The answer must consist of every line in the data that contains "white".

• _Data provided_
□ □ □

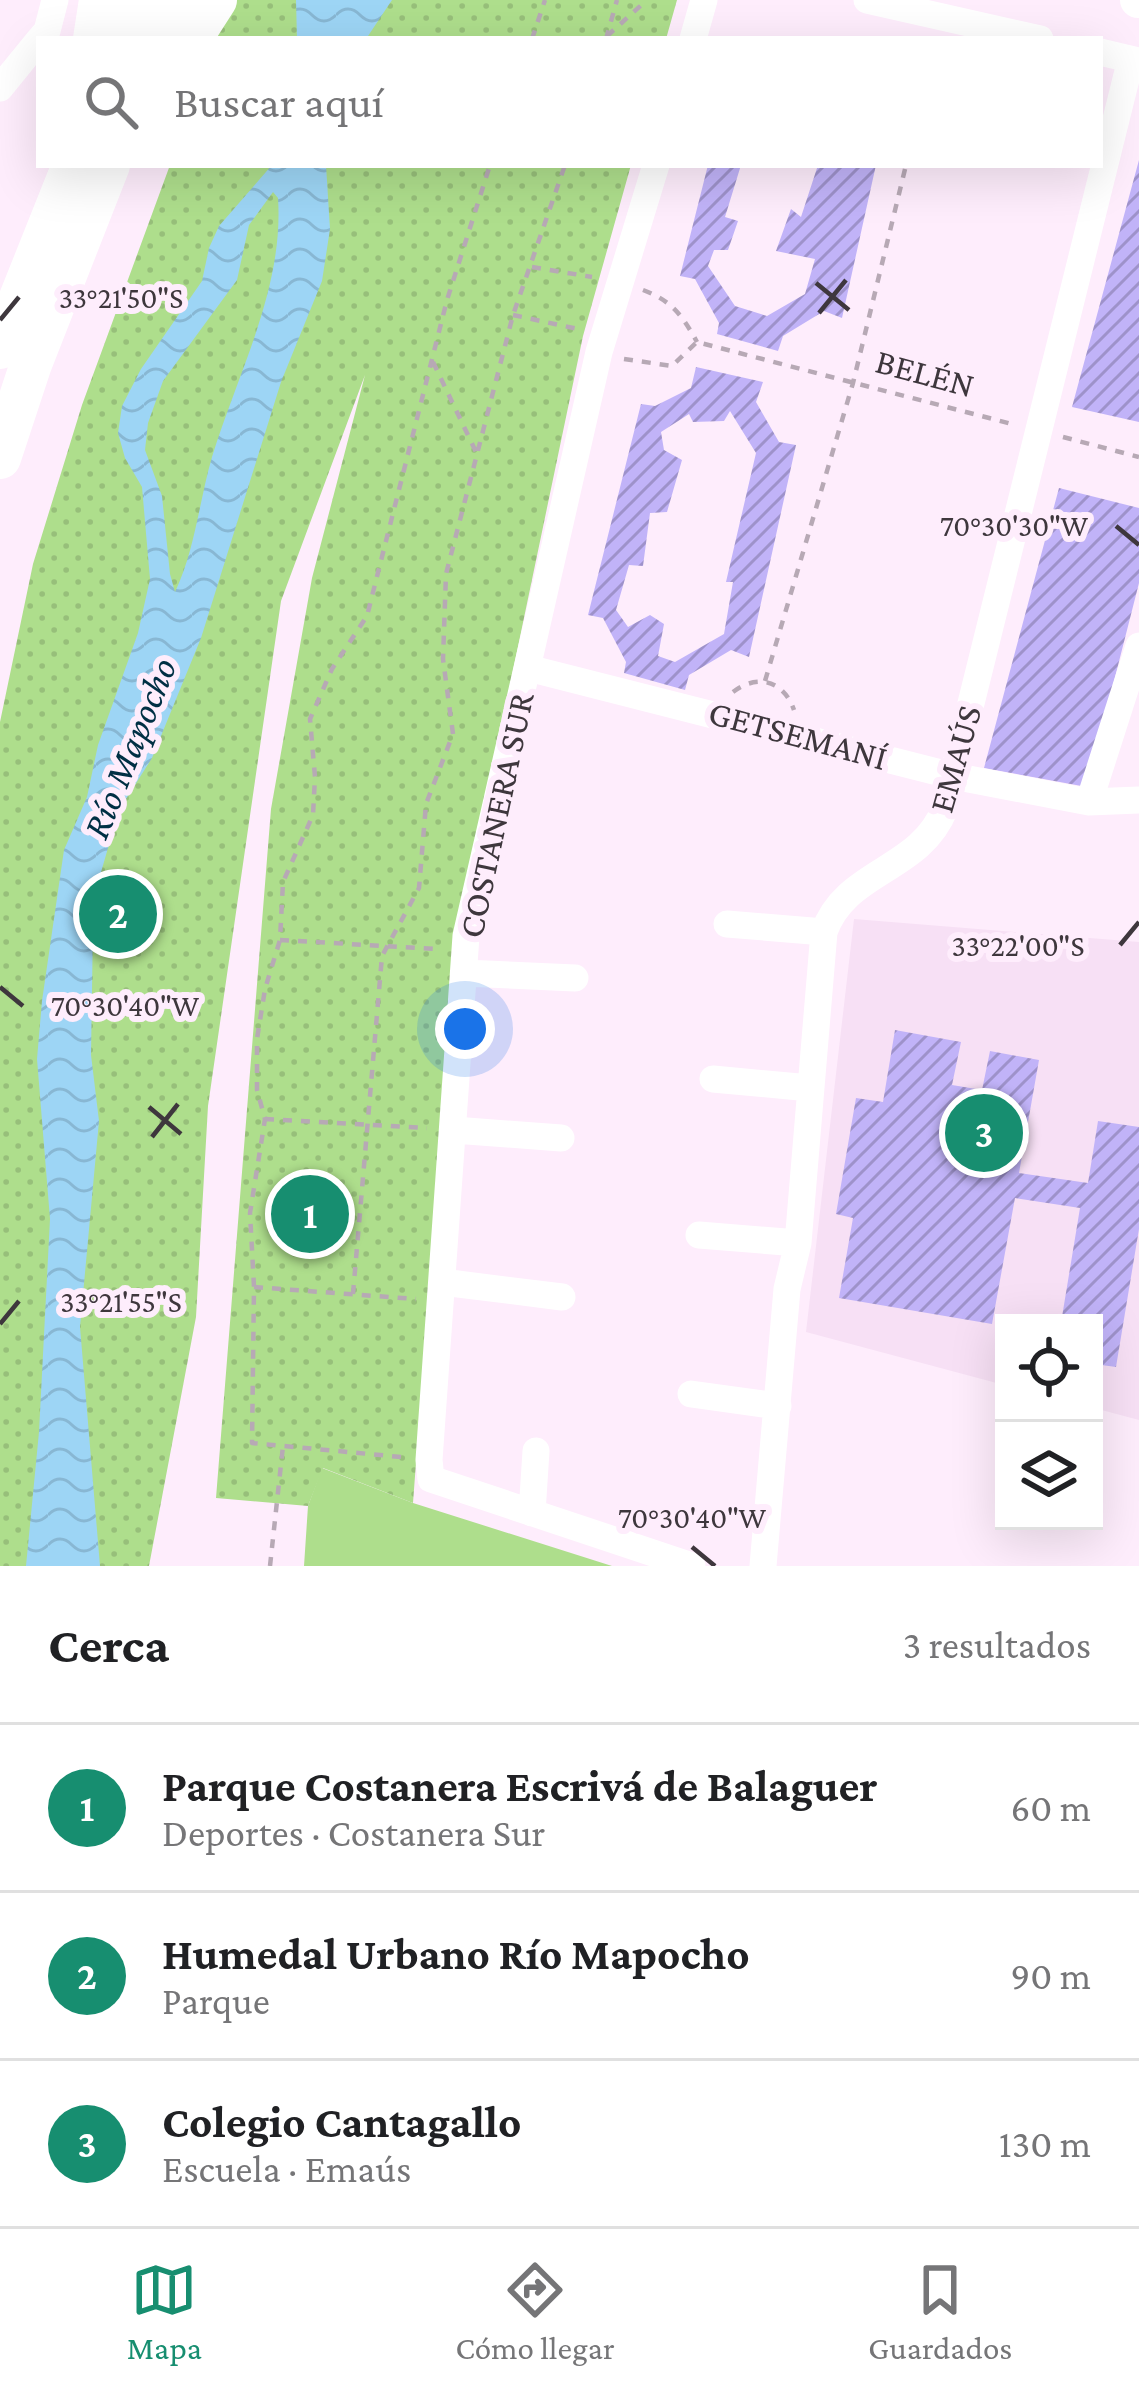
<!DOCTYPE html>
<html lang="es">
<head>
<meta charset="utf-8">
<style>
  body { margin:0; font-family:"Crimson Pro",serif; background:#f6f6f6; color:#202124 }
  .controls { position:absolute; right:36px; bottom:36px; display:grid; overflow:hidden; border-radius:0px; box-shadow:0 12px 48px #0002 }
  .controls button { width:108px; height:108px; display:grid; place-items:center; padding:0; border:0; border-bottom:3px solid #e0e0e0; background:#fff; color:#202124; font:60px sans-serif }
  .you { position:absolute; left:465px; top:1029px; width:42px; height:42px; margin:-30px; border:9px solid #fff; border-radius:50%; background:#1a73e8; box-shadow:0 0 0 18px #1a73e833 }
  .badge { display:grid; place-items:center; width:78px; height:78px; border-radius:50%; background:#178e70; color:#fff; font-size:39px; font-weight:700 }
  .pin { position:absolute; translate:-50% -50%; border:6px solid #fff; box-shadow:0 3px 12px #0006 }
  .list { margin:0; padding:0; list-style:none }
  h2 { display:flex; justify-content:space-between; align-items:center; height:156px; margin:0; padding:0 48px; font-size:51px }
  h2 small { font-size:39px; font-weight:400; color:#757577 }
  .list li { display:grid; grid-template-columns:78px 1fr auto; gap:36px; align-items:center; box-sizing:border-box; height:168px; padding:0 48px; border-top:3px solid #e0e0e0 }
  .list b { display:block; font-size:45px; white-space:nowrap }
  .list p { margin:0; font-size:39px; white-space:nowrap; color:#757577 }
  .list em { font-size:39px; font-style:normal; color:#757577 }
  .icon { flex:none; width:66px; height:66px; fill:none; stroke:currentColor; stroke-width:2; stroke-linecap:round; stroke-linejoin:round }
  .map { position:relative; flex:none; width:1139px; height:1566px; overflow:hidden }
  .search { position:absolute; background:#fff; box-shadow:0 12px 48px #0002; left:36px; right:36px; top:36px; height:132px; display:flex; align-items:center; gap:30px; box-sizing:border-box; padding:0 42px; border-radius:0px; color:#757577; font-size:45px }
  .sheet { height:660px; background:#fff }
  nav { display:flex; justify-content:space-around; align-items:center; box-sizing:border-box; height:168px; border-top:3px solid #e0e0e0; background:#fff; font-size:33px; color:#757577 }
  nav a { display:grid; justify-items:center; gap:6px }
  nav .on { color:#178e70 }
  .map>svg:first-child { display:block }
  .built { fill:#f7e0f5 }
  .green { fill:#aede8c }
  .park { fill:url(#park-dots) }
  .water { fill:url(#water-waves); fill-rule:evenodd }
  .building { fill:url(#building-hatch); fill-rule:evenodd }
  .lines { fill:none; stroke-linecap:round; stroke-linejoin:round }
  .path { stroke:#b7a9b5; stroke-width:4.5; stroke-dasharray:9 9; stroke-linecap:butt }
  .minor { stroke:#fff; stroke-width:27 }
  .major { stroke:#fff; stroke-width:36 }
  .highway { stroke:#fff; stroke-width:42 }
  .ticks { fill:none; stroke:#3e373d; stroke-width:4.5 }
  .labels { text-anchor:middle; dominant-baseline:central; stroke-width:12; stroke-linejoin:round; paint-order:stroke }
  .street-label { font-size:36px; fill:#3e373d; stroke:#feedfc }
  .water-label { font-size:39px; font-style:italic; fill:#002f44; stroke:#feedfc }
  .ticks-label { font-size:30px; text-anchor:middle; fill:#3e373d; stroke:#feedfc; stroke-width:12; stroke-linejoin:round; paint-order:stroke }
</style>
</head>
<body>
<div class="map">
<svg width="1139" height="1566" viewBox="0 0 1139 1566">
  <defs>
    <pattern id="park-dots" width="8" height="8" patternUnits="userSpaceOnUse" patternTransform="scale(3)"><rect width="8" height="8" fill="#aede8c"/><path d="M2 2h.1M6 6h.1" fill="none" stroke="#97bf7a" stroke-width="1.8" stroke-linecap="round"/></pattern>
    <pattern id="water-waves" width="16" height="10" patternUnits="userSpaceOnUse" patternTransform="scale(3)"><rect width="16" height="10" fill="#9dd5f5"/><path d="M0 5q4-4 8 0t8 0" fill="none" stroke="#88b7d3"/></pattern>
    <pattern id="building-hatch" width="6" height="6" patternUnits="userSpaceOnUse" patternTransform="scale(3)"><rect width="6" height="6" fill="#c1b3f8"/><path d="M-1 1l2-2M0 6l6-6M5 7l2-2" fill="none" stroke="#9e92ca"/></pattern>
  </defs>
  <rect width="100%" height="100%" fill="#feedfc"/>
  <path class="built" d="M854 919 1139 942V1420L1094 1408V1323H1004V1385L806 1332Z"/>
  <path class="green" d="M322 1468 413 1503 612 1566H304L308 1506Z"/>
  <path class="park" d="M226 0H677L666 39H211Z
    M170 165H631L583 336 454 952 413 1503 323 1468 308 1506 216 1498 271 809 312 578 365 375 281 601 208 1106 196 1317 149 1566H0V722L33 564 82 405Z"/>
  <path class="water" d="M296 0H392L366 39H297Z
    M272 165H326L330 229 322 281 281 382 201 638 152 758 119 810 97 886 93 925 91 1055 99 1121 80 1327 100 1566H26L39 1432 50 1219 37 1059 42 1001 64 850 87 797 98 745 138 633 150 579 142 487 125 458 118 433 122 406 141 369 202 281 209 248 219 226ZM273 192 278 198C284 288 238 372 212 457 199 502 195 550 175 592L170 574 162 496 145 450 148 423 163 381 237 280 249 225Z"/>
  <path class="building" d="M1139 160V422L1072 407Z
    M708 165H741L725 217 738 221 728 250H714L708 266 735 306 767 316 805 294 815 259 776 251 791 209 801 217 818 165H876L842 318 824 311 783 336 778 351 717 334 719 323 695 279 680 276Z
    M696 367 763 382 756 402 779 442 796 445 749 657 731 650 689 675 685 690 624 673 626 662 603 618 588 615 641 404 655 406 691 388ZM730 411 756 453 726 582H733L724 634 675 662 658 656 664 624 650 615 628 627 616 610 629 565 643 566 650 513 667 512 682 460 664 450 661 432 689 414 693 422 724 421Z
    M1059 488 1139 508V583L1087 787 984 768Z
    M895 1030 961 1042 952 1085 982 1090 990 1051 1039 1060 1019 1173 1088 1183 1098 1121 1139 1127V1229L1116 1367 1094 1364V1323H1061L1080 1208 1015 1198 992 1324 839 1298 853 1218 836 1214 856 1098 883 1102Z"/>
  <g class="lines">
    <path class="path" d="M607 36 647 0
      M532 39 545 0
      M606 39 617 0
      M532 267 592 277
      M643 290C672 301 682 315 697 342
      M513 315 578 329
      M624 359 672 366 697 342 1012 424
      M433 362 477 454
      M1063 437 1139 457
      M765 681 853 383 906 165
      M733 692C758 673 784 681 794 710
      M280 940 436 949
      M265 1119 427 1128
      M254 1287 416 1299
      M353 1294 382 956 419 888 426 804 453 734 443 659 446 574 513 315 565 165
      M401 1457 252 1443 254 1287 250 1213 265 1119 257 1090V1039L265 989 280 940 283 882 313 815 315 777 310 719 332 669 367 616 447 300 490 165
      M270 1566 283 1446"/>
    <path class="minor" d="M867 0 1040 39
      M40 39 47 31 55 0
      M693 39 704 0
      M1100 52 1139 61
      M0 88 39 40
      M656 165 599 352 466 936 429 1460 431 1479 692 1566
      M528 668 953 776 1089 802 1139 800
      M1089 802 1139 646
      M727 924 824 932
      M464 973 575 978
      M713 1079 810 1088
      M454 1130 561 1138
      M699 1235 798 1243
      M442 1282 562 1297
      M691 1394 778 1406
      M532 1513 536 1451
      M763 1566 787 1289 798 1243 824 932C846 869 920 872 945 808L1131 59"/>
    <path class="major" d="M1138 0H1139"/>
    <path class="highway" d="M94 39 100 0
      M124 39 140 0
      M159 39 175 0
      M191 39 216 0
      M0 348 73 165
      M0 458 31 364 109 165"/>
  </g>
  <path class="ticks" d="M816 283 849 310M819 313 846 280M0 320 19 297M1116 526 1139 545M1120 945 1139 922M0 987 23 1006M149 1107 181 1134M152 1137 178 1104M0 1324 19 1301M692 1547 715 1566"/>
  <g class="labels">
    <g class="street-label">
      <text transform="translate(925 373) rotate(15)">BELÉN</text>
      <text transform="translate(798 735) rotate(15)">GETSEMANÍ</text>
      <text transform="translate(955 759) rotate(-74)">EMAÚS</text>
      <text transform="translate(496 815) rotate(-78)">COSTANERA SUR</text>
    </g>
    <g class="water-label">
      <text transform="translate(129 748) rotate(-68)">Río Mapocho</text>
    </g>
  </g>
  <g class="ticks-label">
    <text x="121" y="308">33°21'50"S</text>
    <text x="1014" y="536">70°30'30"W</text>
    <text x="1018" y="956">33°22'00"S</text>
    <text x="125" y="1016">70°30'40"W</text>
    <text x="121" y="1312">33°21'55"S</text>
    <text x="692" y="1528">70°30'40"W</text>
  </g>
</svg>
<div class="controls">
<button><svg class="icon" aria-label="locate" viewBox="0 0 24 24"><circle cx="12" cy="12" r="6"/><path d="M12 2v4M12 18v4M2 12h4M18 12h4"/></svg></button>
<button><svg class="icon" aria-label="layers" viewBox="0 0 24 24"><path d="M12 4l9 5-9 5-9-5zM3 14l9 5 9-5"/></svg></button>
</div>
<div class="you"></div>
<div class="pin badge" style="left:310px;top:1214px">1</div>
<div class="pin badge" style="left:118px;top:914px">2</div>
<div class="pin badge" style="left:984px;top:1133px">3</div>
<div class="search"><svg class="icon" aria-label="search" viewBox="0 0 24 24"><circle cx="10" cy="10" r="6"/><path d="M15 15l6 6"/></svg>Buscar aquí</div>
</div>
<section class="sheet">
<h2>Cerca<small>3 resultados</small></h2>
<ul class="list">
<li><span class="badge">1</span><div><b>Parque Costanera Escrivá de Balaguer</b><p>Deportes · Costanera Sur</p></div><em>60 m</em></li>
<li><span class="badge">2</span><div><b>Humedal Urbano Río Mapocho</b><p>Parque</p></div><em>90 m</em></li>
<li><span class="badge">3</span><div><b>Colegio Cantagallo</b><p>Escuela · Emaús</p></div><em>130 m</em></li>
</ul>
</section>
<nav>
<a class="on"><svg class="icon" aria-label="map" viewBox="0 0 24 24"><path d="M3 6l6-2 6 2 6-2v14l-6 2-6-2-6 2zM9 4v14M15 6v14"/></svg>Mapa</a>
<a><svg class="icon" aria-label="directions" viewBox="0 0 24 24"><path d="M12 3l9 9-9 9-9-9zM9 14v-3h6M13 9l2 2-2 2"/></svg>Cómo llegar</a>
<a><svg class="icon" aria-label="saved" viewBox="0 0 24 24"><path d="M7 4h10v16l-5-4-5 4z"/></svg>Guardados</a>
</nav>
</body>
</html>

□ □ □

• _Result for this task_
  .list b { display:block; font-size:45px; white-space:nowrap }
  .list p { margin:0; font-size:39px; white-space:nowrap; color:#757577 }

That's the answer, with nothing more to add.